The National Institute of Standards and Technology (NIST) recently released its draft Privacy Framework: A Tool for Improving Privacy through Enterprise Risk Management (Privacy Framework).
What is the NIST Privacy Framework?
First, let’s begin with what is NIST? NIST was founded in 1901 and is now part of the U.S. Department of Commerce. According to the NIST website, it is one of the nation’s oldest physical science laboratories, involved in a variety of industries and technologies, from nanomaterials to the smart electric power grid. NIST’s Information Technology Laboratory focuses on the priority areas of Cybersecurity, Internet of Things, and Artificial Intelligence. NIST Security Standards are well known in the cybersecurity field.

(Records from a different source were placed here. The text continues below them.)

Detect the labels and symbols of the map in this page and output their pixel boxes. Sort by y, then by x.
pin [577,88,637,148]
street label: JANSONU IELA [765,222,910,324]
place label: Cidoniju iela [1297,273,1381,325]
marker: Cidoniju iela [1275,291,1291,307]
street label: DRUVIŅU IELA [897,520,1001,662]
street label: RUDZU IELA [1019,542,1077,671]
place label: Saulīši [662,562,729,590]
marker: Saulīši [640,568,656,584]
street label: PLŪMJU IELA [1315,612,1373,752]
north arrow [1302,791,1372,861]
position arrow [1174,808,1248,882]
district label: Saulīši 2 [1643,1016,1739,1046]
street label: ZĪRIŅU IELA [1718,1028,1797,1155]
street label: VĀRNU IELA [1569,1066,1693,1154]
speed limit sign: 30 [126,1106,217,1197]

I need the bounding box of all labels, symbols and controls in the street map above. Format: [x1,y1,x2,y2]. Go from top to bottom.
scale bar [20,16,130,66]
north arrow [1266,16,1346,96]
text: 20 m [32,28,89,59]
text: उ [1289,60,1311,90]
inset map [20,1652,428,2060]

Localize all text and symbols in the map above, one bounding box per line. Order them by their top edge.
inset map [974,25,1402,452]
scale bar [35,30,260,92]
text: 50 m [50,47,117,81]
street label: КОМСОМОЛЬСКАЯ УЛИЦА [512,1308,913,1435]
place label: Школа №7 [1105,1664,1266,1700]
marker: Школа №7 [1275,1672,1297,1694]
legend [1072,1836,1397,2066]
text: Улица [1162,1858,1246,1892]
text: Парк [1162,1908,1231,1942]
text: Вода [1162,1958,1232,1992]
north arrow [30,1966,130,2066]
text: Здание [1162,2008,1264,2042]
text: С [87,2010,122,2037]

The Privacy Framework is a voluntary tool to help organizations and to “foster the development of innovative approaches to protecting individual’s privacy; and increase trust in systems, products, and services.” With the release of the Privacy Framework, NIST recognizes that privacy risks and cybersecurity risks are interconnected, and the Privacy Framework provides a flexible tool that can be used to explore that interconnection.
What Can Organizations Do with the NIST Privacy Framework?
In Section 3.0 of the draft Privacy Framework, it states that “the Privacy Framework can assist an organization in its efforts to optimize beneficial uses of data and the development of innovative systems, products, and services while minimizing adverse consequences for individuals. The Privacy Framework can help organizations answer the fundamental question, ‘How are we considering the impacts to individuals as we develop our systems, products, and services?’”
According to the draft, the Privacy Framework can be used for risk management, to strengthen accountability within an organization, and to establish or improve a privacy program. From a practical standpoint, privacy concerns can be incorporated into product development, service delivery, and supply chain management. Organizations may be able to use the Privacy Framework as they seek to mitigate privacy risks in the development of products and services as well as when they store, collect, process, or sell data. Considering the impact to individual privacy in the development of new technology is a key to protecting that privacy.
NIST is accepting public comments on the draft Privacy Framework until 5 p.m. EST on October 24, 2019.